Para entender a história... ISSN 2179-4111. Ano 2, Volume abr., Série 20/04, 2011, p.01-04.
“Memória” é a faculdade de lembrar e conservar estados de consciência passados.
Para santo Agostinho, a coisa começa com uma frase: « eu me lembro de mim mesmo ».
Penso na relação entre memória e identidade para falar das igrejas mineiras incendiadas e nem sempre cuidadas adequadamente.
Para lembrar que estamos perdendo a memória e que precisamos cuidar melhor do patrimônio histórico brasileiro.
A questão da memória.
Sabemos que a memória é vida.
Vida sempre carregada pelos grupos humanos e nesse sentido, em permanente evolução.

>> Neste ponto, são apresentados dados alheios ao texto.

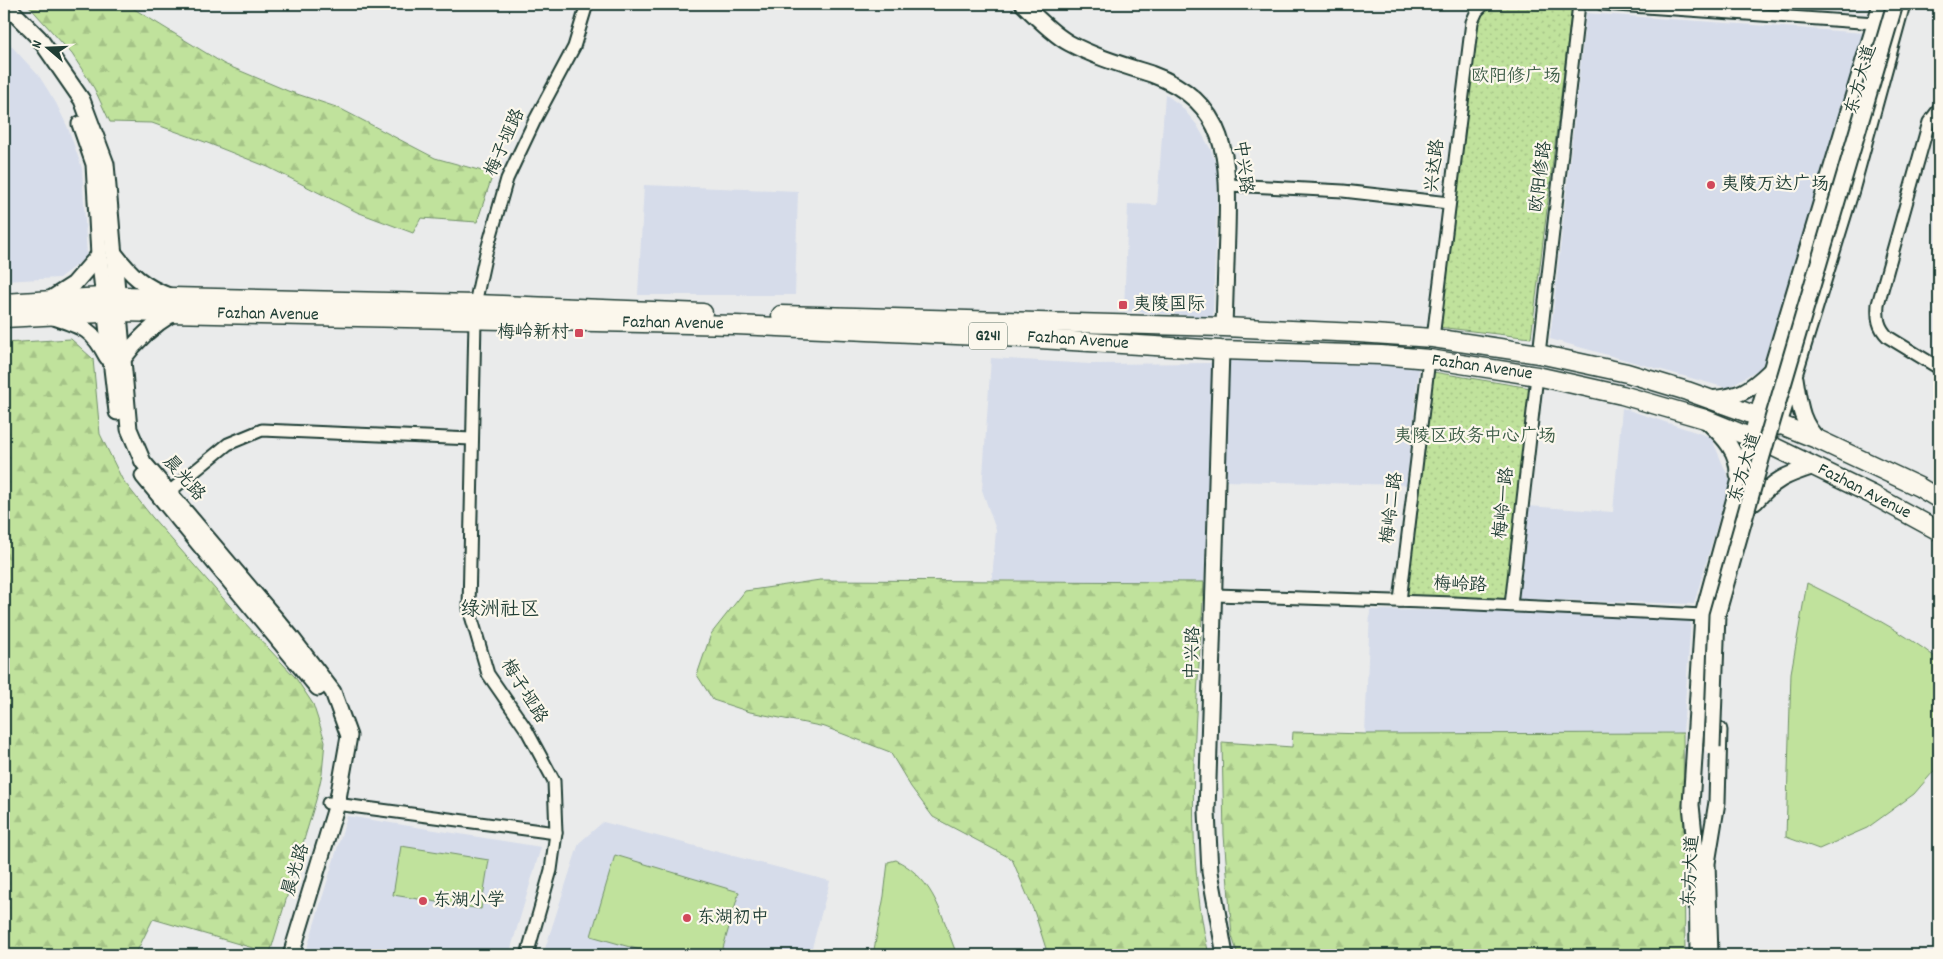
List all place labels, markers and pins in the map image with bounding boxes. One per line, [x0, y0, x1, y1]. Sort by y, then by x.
place label: 夷陵万达广场 [1721, 173, 1829, 198]
marker: 夷陵万达广场 [1705, 179, 1717, 191]
place label: 夷陵国际 [1133, 293, 1205, 318]
marker: 夷陵国际 [1117, 299, 1129, 311]
place label: 梅岭新村 [497, 321, 569, 346]
marker: 梅岭新村 [573, 327, 585, 339]
place label: 东湖小学 [433, 889, 505, 914]
marker: 东湖小学 [417, 895, 429, 907]
place label: 东湖初中 [697, 906, 769, 931]
marker: 东湖初中 [681, 912, 693, 924]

Se a história é a reconstrução incompleta do que “não é mais”, a memória é um fenômeno sempre atual, enraizado num gesto, num perfume, num som.

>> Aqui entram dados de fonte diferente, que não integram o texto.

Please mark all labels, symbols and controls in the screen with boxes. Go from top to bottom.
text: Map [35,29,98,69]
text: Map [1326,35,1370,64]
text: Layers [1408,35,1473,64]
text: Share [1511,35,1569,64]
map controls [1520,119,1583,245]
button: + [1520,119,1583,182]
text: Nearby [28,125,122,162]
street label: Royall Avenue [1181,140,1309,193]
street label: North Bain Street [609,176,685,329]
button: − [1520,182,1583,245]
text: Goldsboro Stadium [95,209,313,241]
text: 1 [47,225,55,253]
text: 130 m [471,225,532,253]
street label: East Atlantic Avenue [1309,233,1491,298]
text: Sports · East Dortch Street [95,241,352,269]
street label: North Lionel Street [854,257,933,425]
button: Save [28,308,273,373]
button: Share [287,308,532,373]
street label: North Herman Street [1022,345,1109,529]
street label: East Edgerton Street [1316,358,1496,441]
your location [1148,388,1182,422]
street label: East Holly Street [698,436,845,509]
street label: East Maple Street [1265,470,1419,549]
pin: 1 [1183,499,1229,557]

Lugares de memória, por sua vez, são aqueles onde se cruzam as memórias pessoais e familiares com as da nação: uma bandeira, um monumento, uma igreja, uma imagem.
Reconstrói-se, graças a eles, a representação que um povo faz de si mesmo.
Diferentes de nós, que ainda não sabemos guardar nossa memória, há sociedades que não sabem mais o que conservar.
Elas acabam embarcando num processo de acumulação pela acumulação.
É o que se vê em certos museus americanos onde a obsessão de consumo se traduz no acúmulo de peças díspares.
More and more é o lema de alguns deles, onde a figura de cera de Leonardo da Vinci ombreia com o Mickey.
Onde se mistura a ficção e o real.
Esta bulimia de acumulação sem sentido dá nos parques temáticos, nas Disneys da vida...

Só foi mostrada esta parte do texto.